● Requirement
Copy every entry exactly as it stands, though any image it holds should stay out of the copy.

● Supplied material
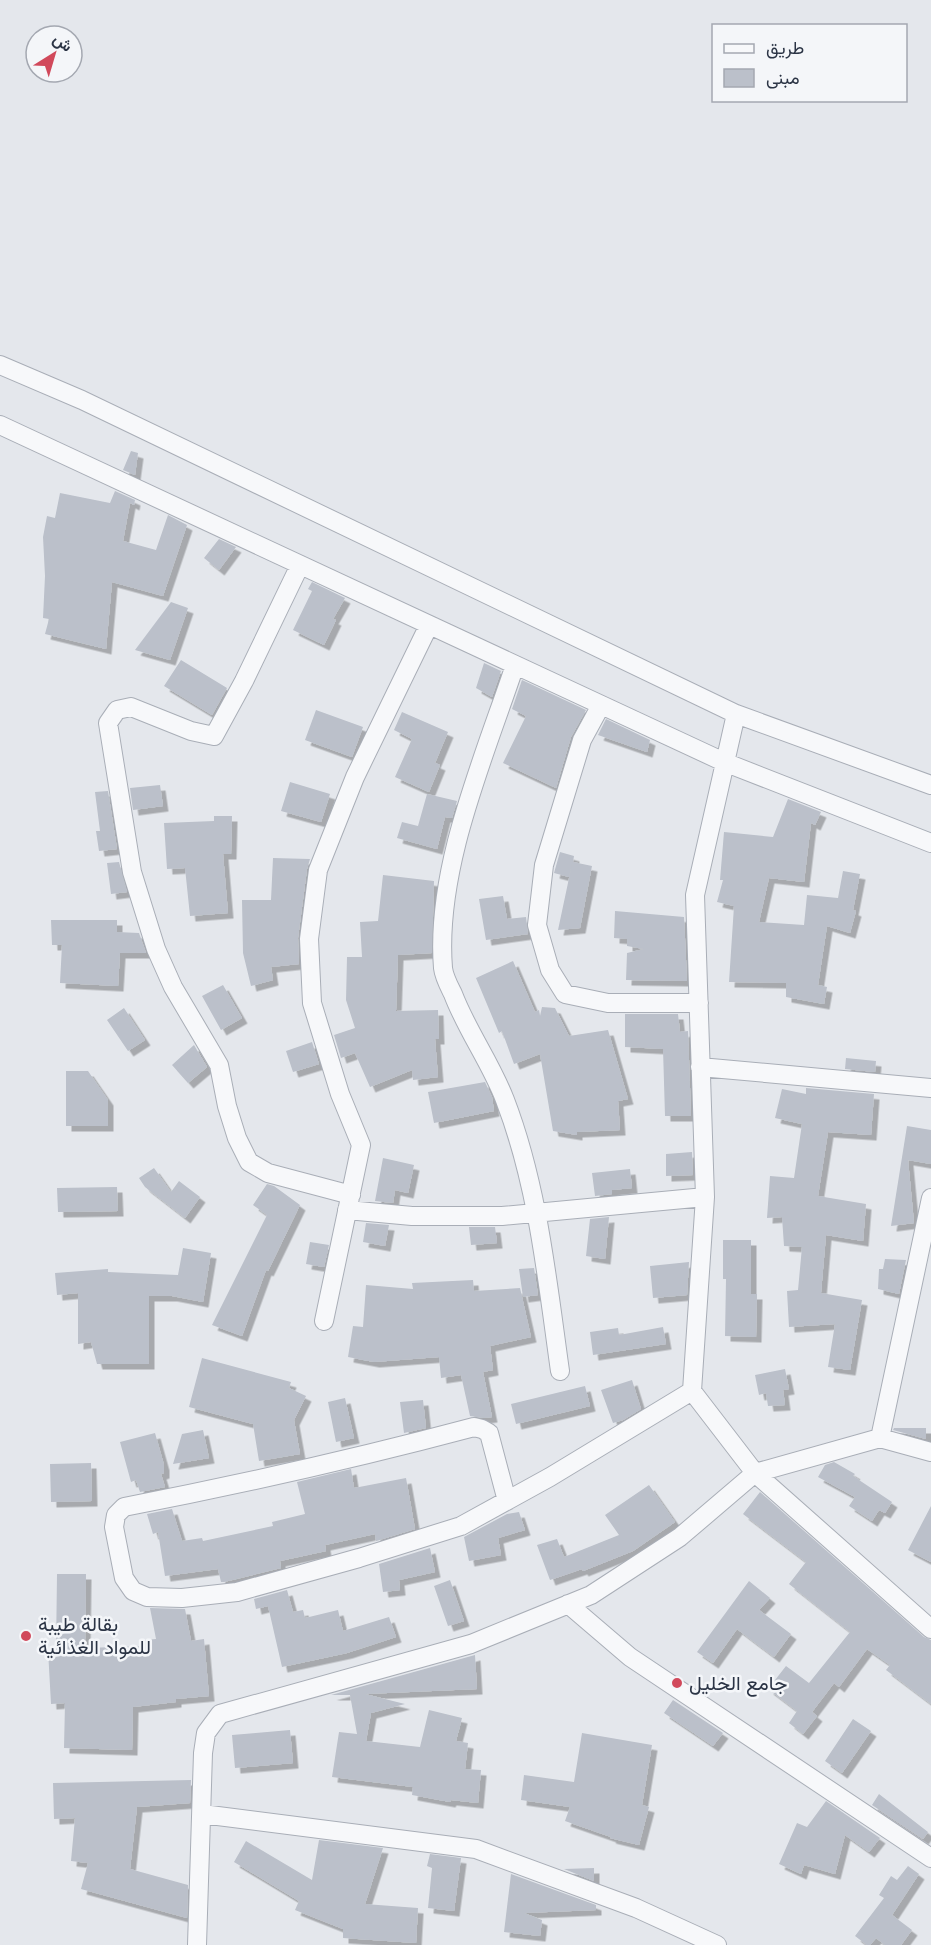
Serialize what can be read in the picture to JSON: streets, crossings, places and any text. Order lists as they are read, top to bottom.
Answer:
{
  "places": ["بقالة طيبة للمواد الغذائية", "جامع الخليل"],
  "legend": ["طريق", "مبنى"],
  "north": "top right"
}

● Exercise output
Serialize what can be read in the picture to JSON: streets, crossings, places and any text. Order lists as they are read, top to bottom.
Answer:
{
  "places": ["بقالة طيبة للمواد الغذائية", "جامع الخليل"],
  "legend": ["طريق", "مبنى"],
  "north": "top right"
}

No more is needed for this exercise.